▸ **Information supplied**:
########################################

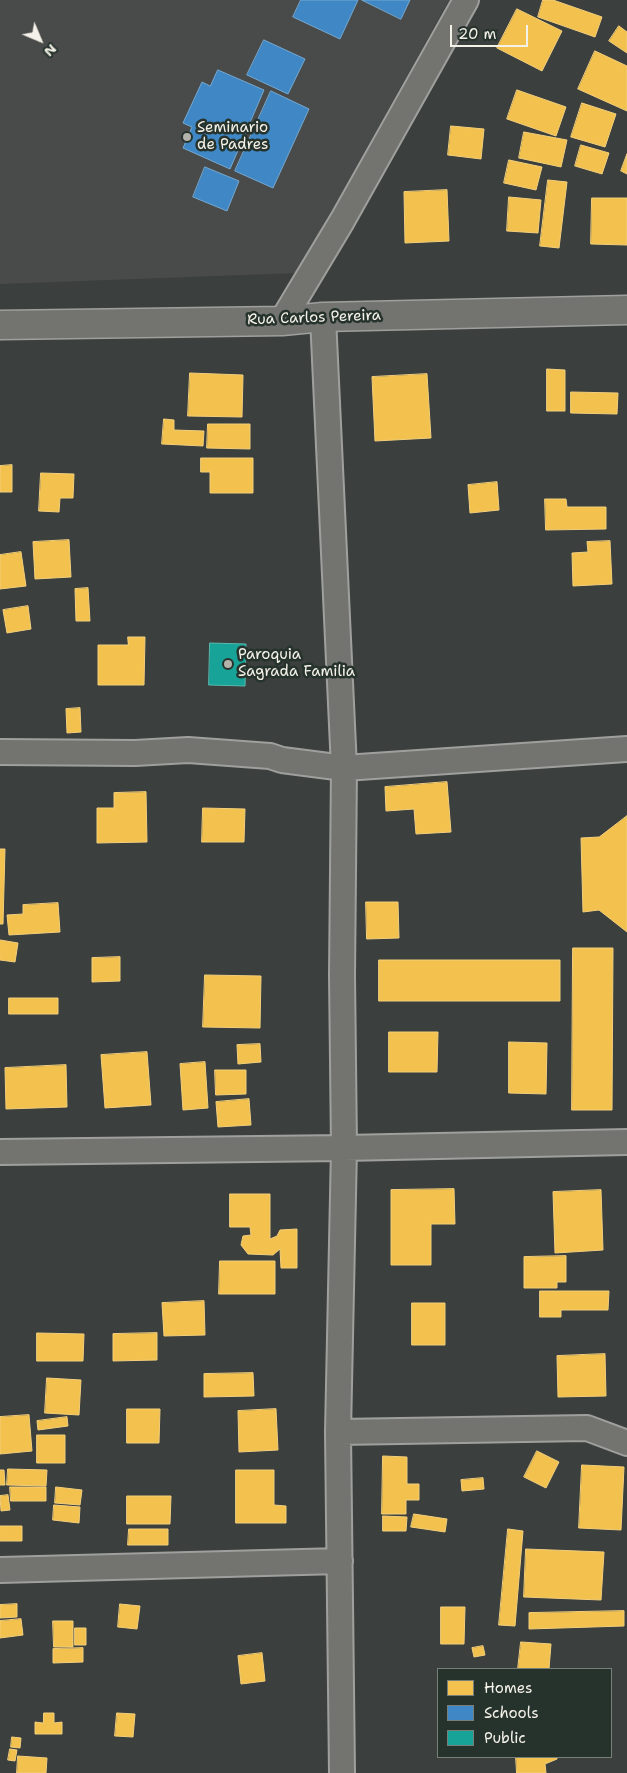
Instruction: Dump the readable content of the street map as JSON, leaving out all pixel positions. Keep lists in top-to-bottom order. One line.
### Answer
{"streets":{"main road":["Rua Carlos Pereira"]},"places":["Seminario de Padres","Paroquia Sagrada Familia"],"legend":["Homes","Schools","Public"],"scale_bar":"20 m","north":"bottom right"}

########################################

Transcribe the listing in full. Leave the pictures out.

▸ **Response for this exercise**:
Instruction: Dump the readable content of the street map as JSON, leaving out all pixel positions. Keep lists in top-to-bottom order. One line.
### Answer
{"streets":{"main road":["Rua Carlos Pereira"]},"places":["Seminario de Padres","Paroquia Sagrada Familia"],"legend":["Homes","Schools","Public"],"scale_bar":"20 m","north":"bottom right"}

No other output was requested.